Mountain Lion during seatrials on Deep Creek Lake, MD. 
(unknown photographer, from Lorhing Miller's collection)

Mountain Lion during the 1968 North American Multihull Sailing Association Championship.    
(unknown photographer, from Lorhing Miller's collection)
The wing consisted of 44 frames, each spaced 8in from one another. The base was a turning circle, set in a rollerbearing between the forward crossbeam and the aft crossbeam. This complete structure is unstayed and pivots freely, enabling the sail to be hoisted and dowsed conveniently. 

En 1968, Mountain Lion took part in the North American Multihull Sailing Association Championship (NAMSA), but her performance did not influence multihull history, so Bill abandoned the Wing concept. Wings would go almost unnoticed until Australian Roy Martin's Miss Nylex made it to the Little America's Cup final in 1974, which she won soundly. 

In the following year, Steane steps a cat-boat rig, designed by the Hubbard brothers, on Mountain Lion; With this configuration he sailed on Lake Arthur PA, in the company of the dinghies and keelboats of fellow Moraine Sailing Club members.
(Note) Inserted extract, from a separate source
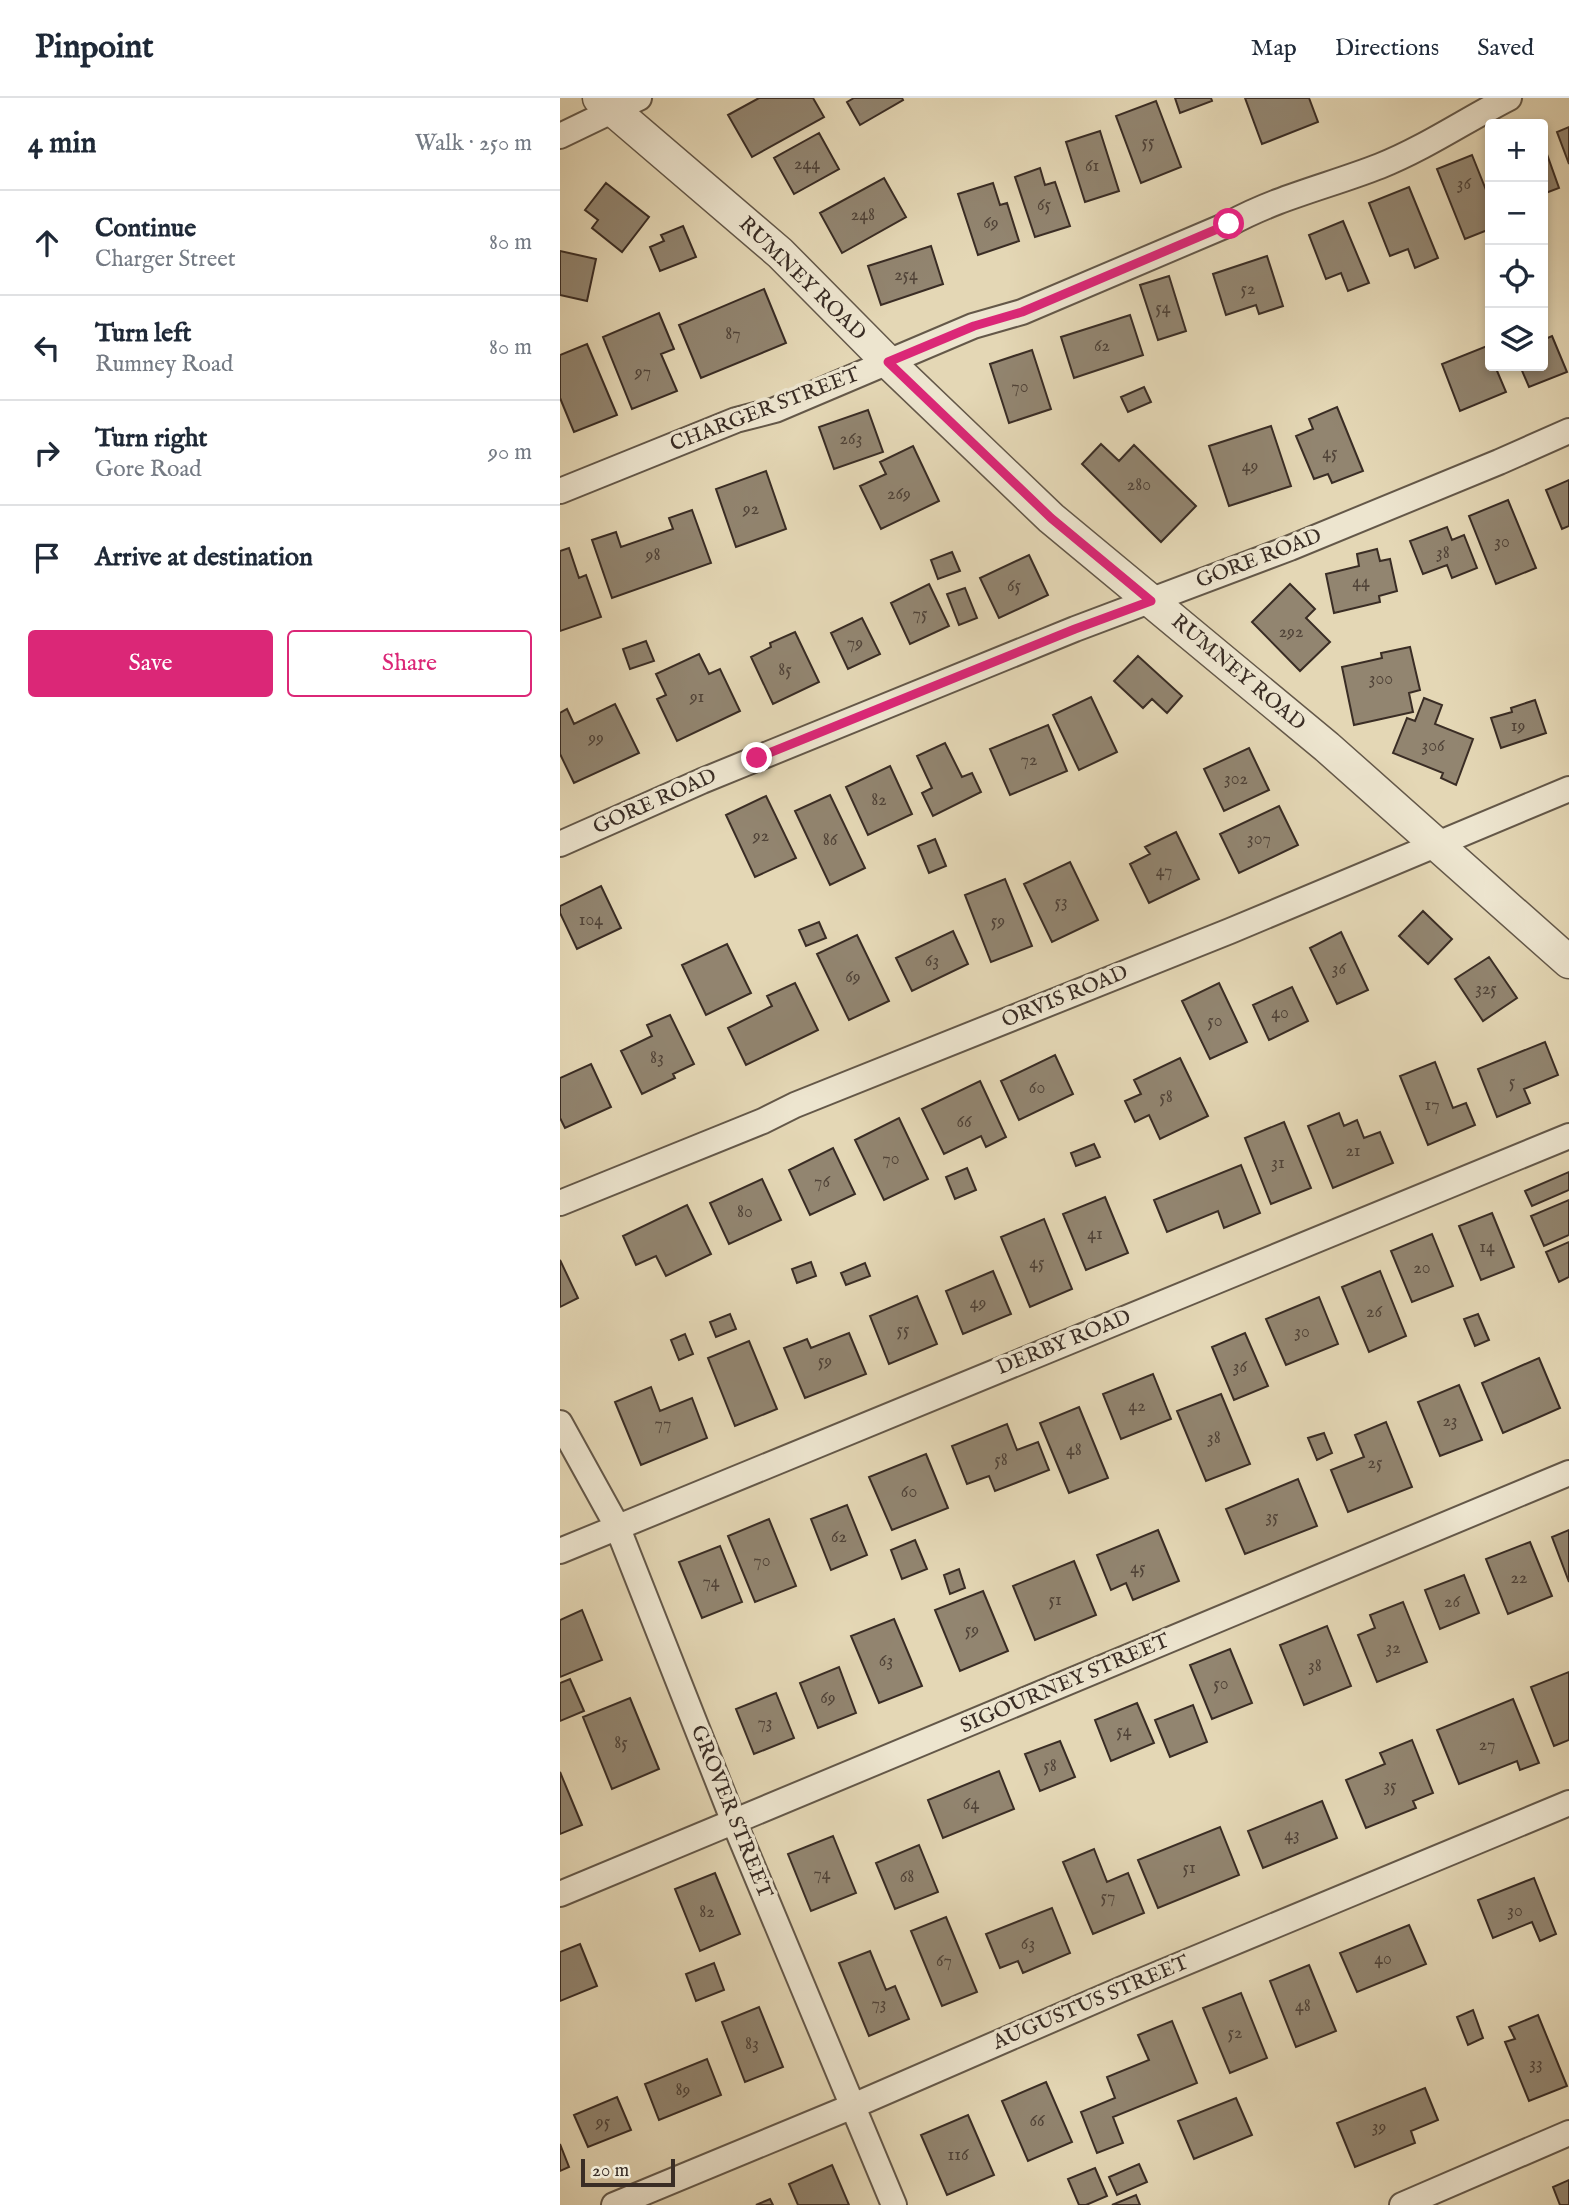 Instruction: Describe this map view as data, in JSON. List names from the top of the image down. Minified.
{"streets":{"street":["RUMNEY ROAD","CHARGER STREET","GORE ROAD","ORVIS ROAD","DERBY ROAD","SIGOURNEY STREET","GROVER STREET","AUGUSTUS STREET"]},"crossings":[["RUMNEY ROAD","CHARGER STREET"],["RUMNEY ROAD","GORE ROAD"],["RUMNEY ROAD","ORVIS ROAD"],["DERBY ROAD","GROVER STREET"],["SIGOURNEY STREET","GROVER STREET"],["GROVER STREET","AUGUSTUS STREET"]],"house_numbers":["55","244","61","36","65","248","69","254","52","54","87","62","97","70","263","45","49","280","269","92","30","38","98","44","65","75","292","79","85","300","91","19","99","306","72","302","82","92","307","86","47","53","104","59","63","36","69","325","40","50","83","5","60","58","17","66","21","70","31","76","80","41","14","45","20","49","26","55","30","59","36","42","23","77","38","48","58","25","60","35","62","70","45","22","74","51","26","59","32","63","38","50","69","73","54","85","27","58","35","64","43","51","74","68","57","30","82","63","40","67","73","48","52","83","33","89","66","95","39","116"],"scale_bar":"20 m","page":{"header":"Pinpoint","nav":["Map","Directions","Saved"],"heading":["4 min","Walk · 250 m"],"map_buttons":["+","−"],"list":[["Continue","Charger Street","80 m"],["Turn left","Rumney Road","80 m"],["Turn right","Gore Road","90 m"],"Arrive at destination"],"buttons":["Save","Share"],"scale":"20 m"}} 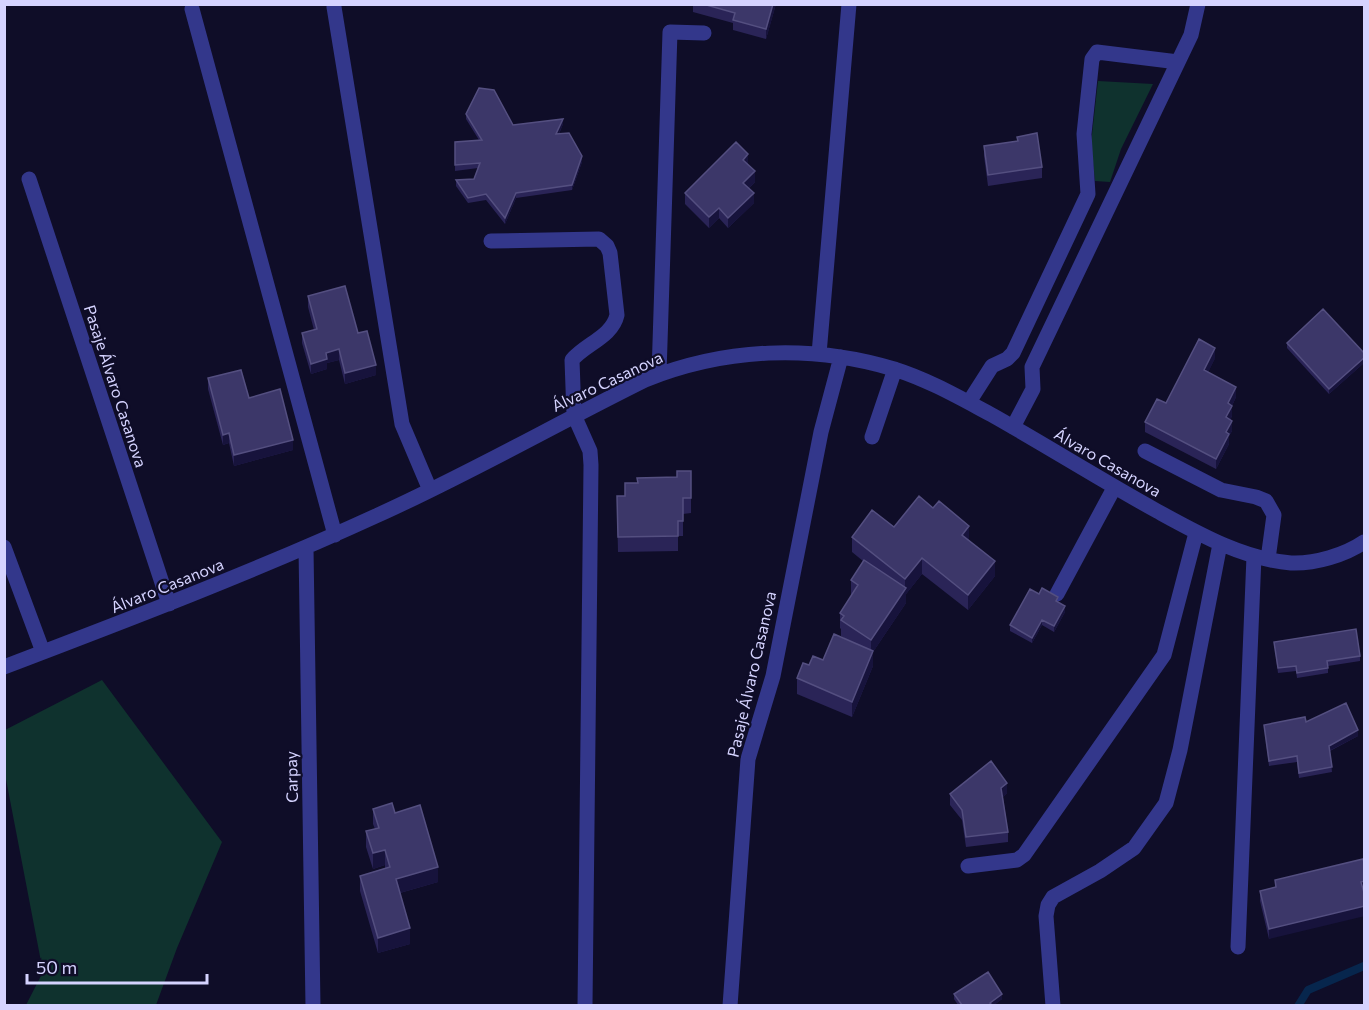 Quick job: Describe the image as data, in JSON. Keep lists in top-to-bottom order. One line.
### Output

He took part in a another NAMSA championship in Hamilton, ON, and realised that wingmasts had proliferated and now dominated the multihull scene, particularly Scimitar and Yankee Flyer. Steane was even beaten by the brothers Maede and Jan C. Gougeon catamaran Victor T. He became the grandfather of a new little girl named Sue during the regattas, and this encouraged him to further his research. 

Roton Point, 1973. Patient Lady II (US71) is ahead, carrying Dave Hubbard's third wing iteration. She is followed by an over-canvassed Tornado in second place, Mountain Lion (US17) in third, Rick Taylor and Ned Damon's Hawk (US77) in fourth, and Lee Griswold's Taku II (US68) in fifth place
(unknown photographer, from Gene Miller's collection)
Steane started building a wingmast similar to that of Scimitar, with a thick profile and a high aspect ratio, featuring an aluminium fairing, a wooden-slatted frame, each section spaced one foot from one another, and covered by a nylon wrap. Stean brings Mountain Lion to the C-class sanctum of Roton Point, Rowaytown, CT, for the World Championships and the 1972 Little America's Cup selection trials. With Scimitar destroyed in a road accident, George Patterson's Weathercock emerged as the victor, though more than a few offered that Mountain Lion could have made a better defender against the Australian challenger Quest III
C-class sailors get wet in the slightest breeze or sea, so wet suits are paramount. In the foreground, the trapeze footrests, the compass and the mainsheet traveller
(unknown photographer, from John Sherer's collection)

A happy Bill Steane receives his 1971 Christmas present!
(unknown photographer, from Lorhing Miller's collection)
Steane continued to sail multihulls with his wife Edna, including a trimaran called Trilliad designed by the Gougeon brothers, and giving his grand children many thrills on the Big Lakes, in the Mexican gulf, on the Mississippi river and in the Everglades. He passed away at age 91, having lived and transmitted his passion for sailing.